For a specific sequence of n flips ${\boldsymbol{{x}}}^n=(x_0,\ldots, x_{n-1})\in \{H, T \}^n$ as an observation of ${\boldsymbol{{X}}}^{n}$ , if $N_{\text{head}}({\boldsymbol{{x}}}^n)=\sum_{i=0}^{n-1}\mathbf{1}_{\{x_i=H\}}=k$ , then the probability of getting ${\boldsymbol{{x}}}^n$ in n flips is $\mathbb{P}({\boldsymbol{{X}}}^{n} = {\boldsymbol{{x}}}^n) = \prod_{i=0}^{n-1}\mathbb{P}(X_i = x_i)=a^k b^{n-k}$ , which only depends on the head count k. As a result, for $0\le k\le n$ , there are exactly $\binom{n}{k}$ outcomes of n flips containing k heads, each with the same probability $a^k b^{n-k}$ . Let

(2)

\begin{equation} S_k = \{ A\subset \{0,1,\ldots, n\!-\!1\}\;:\; |A|=k\},\end{equation}

where $|A|$ means the cardinality of set A. Thus, $S_k$ is the set of all subsets of $\{ 0, \ldots, n\!-\!1 \}$ containing k elements.
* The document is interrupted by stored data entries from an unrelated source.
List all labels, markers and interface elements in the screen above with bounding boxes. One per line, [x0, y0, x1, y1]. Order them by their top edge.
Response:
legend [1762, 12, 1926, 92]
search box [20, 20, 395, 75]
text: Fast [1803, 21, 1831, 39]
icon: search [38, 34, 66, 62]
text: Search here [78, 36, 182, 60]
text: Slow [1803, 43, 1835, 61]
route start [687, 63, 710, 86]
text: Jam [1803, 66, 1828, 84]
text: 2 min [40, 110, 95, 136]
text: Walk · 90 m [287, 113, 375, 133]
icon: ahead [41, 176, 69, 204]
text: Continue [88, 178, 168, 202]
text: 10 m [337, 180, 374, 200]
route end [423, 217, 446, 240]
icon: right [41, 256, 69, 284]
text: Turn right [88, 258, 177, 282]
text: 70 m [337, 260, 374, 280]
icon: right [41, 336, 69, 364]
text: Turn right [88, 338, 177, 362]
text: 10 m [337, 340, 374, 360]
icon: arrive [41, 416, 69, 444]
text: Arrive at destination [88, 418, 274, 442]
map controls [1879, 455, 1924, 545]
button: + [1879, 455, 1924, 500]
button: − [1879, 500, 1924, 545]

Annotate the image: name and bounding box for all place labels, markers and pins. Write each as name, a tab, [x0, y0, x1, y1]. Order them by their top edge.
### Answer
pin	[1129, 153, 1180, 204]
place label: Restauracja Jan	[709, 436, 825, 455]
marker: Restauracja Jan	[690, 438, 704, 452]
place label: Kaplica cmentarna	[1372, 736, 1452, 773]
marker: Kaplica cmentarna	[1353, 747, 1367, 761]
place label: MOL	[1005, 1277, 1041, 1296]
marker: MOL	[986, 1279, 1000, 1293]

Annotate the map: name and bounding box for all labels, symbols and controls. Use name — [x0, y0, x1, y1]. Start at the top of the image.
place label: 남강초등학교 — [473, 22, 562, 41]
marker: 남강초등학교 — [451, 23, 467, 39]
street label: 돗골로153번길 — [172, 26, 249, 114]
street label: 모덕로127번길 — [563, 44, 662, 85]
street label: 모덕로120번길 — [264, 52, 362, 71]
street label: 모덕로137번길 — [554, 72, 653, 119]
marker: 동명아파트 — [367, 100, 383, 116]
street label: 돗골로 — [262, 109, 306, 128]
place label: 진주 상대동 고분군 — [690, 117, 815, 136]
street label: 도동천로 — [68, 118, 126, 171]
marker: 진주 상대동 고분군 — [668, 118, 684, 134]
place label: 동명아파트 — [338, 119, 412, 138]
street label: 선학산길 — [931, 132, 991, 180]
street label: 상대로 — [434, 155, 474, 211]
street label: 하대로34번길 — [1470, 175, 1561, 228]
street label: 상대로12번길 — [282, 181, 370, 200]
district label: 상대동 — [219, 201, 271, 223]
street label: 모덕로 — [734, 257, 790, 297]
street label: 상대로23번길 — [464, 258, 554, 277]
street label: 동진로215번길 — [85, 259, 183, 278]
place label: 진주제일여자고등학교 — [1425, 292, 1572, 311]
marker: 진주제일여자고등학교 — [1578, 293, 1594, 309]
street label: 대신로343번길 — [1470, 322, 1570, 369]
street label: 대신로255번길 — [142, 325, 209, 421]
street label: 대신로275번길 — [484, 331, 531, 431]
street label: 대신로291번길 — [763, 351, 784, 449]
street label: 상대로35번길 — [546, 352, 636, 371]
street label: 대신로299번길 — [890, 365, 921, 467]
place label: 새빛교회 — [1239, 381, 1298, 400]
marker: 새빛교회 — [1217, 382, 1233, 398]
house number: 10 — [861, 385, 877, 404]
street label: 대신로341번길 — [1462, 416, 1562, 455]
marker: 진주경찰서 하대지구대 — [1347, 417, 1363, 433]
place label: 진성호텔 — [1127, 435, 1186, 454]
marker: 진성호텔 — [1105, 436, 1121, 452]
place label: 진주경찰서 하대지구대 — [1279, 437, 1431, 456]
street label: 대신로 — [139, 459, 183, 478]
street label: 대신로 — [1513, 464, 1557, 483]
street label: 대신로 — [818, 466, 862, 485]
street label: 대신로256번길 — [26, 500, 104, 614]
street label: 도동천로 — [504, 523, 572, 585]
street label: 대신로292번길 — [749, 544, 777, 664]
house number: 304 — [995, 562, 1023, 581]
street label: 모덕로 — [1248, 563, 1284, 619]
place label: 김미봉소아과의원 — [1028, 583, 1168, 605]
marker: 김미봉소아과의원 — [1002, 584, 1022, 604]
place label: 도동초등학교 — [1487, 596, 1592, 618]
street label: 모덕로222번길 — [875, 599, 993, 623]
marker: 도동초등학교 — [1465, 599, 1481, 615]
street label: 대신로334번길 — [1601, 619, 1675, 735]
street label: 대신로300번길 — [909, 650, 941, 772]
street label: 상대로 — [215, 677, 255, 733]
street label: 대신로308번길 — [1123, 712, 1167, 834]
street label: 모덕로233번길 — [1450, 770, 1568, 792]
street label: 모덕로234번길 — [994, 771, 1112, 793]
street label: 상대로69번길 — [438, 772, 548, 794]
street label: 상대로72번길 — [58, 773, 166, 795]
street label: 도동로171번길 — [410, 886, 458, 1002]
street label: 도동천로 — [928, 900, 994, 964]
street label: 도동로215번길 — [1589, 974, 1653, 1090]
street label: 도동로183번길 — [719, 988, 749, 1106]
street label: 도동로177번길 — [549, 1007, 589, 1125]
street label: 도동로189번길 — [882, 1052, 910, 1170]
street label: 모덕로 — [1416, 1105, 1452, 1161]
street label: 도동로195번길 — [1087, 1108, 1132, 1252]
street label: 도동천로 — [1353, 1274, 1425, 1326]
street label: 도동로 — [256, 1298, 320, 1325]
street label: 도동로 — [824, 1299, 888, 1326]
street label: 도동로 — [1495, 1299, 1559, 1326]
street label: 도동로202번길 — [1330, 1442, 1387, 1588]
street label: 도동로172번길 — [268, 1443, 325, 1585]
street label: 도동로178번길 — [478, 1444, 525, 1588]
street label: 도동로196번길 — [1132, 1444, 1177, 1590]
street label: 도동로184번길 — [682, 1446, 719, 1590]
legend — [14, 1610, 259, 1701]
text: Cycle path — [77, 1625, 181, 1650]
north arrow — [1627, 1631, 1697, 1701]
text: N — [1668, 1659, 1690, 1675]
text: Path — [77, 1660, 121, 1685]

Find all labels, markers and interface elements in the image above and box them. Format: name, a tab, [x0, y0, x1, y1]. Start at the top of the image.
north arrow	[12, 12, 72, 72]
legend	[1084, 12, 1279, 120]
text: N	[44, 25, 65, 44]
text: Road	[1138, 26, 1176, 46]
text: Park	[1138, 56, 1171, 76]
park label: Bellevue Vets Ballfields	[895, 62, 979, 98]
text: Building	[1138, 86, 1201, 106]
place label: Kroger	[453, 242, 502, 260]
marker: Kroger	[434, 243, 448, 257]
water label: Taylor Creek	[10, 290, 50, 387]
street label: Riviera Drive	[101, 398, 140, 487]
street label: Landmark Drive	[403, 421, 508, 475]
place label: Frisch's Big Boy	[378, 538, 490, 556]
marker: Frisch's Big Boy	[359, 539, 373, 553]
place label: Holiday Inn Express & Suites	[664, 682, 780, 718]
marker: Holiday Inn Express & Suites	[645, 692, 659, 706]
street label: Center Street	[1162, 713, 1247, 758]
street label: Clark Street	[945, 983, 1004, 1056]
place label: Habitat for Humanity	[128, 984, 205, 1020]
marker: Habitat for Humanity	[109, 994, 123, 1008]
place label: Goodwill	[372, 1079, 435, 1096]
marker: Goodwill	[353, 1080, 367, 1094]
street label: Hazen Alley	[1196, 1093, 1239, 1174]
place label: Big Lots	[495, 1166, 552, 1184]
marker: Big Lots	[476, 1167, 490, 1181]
Note that $|S_k|=\binom{n}{k}$ , and each element in $S_k$ corresponds to one and only one outcome of n flips with k heads in the following way:

(3)

\begin{equation} \{i_1,\ldots, i_k\}\in S_k \quad\longleftrightarrow \quad \mathop{\cdots H\cdots H\cdots H\cdots}\limits_{i_1\hspace{7mm} i_2 \hspace{1mm}\cdots\hspace{2mm} i_k},\end{equation}

where each $i_t$ corresponds to the rank of an appearance of a head in the $i_t$ th flip of n, $i_1 < i_2 <\cdots <i_k$ . As a result, we have the one-to-one correspondence

(4)

\begin{equation} S_k \quad\longleftrightarrow\quad \{ {\boldsymbol{{x}}}^n \in \{H,T\}^n \;:\; N_{\text{head}}({\boldsymbol{{x}}}^n)=k \},\end{equation}

and we also have $\mathbb{P}({\boldsymbol{{X}}}^{n} = {\boldsymbol{{x}}}^n)=a^{k}b^{n-k}$ for all ${\boldsymbol{{x}}}^n \in S_k$ . Note that in the correspondences (3) and (4) we do not distinguish the left- and right-hand sides in the derivation below. And the equivalences are frequently used in the following proof.

Algorithm 2 $\mathcal{A}$ : Generating a discrete distribution on the set $\{0, \ldots, n\!-\!1 \}$ .

Inspired by Von Neumann’s algorithm, we consider an algorithm generating a distribution on the set $\{ 0, \ldots, n\!-\!1 \}$ . At each cycle we flip the coin n times, then the algorithm returns a number in $\{ 0, \ldots, n\!-\!1 \}$ except when the outcome is all heads or all tails. Define the sets $\{ A_m \;:\; 0\le m\le n\!-\!1\}$ to be a disjoint partition of $\bigsqcup_{1\le k\le n\!-\!1}S_k$ ,

\begin{equation*} \bigsqcup_{k=1}^{n-1}S_k = \bigsqcup_{m=0}^{n-1}A_m,\end{equation*}

where $\bigsqcup$ means disjoint union. The algorithm, $\mathcal{A}$ , is formally stated in Algorithm 2.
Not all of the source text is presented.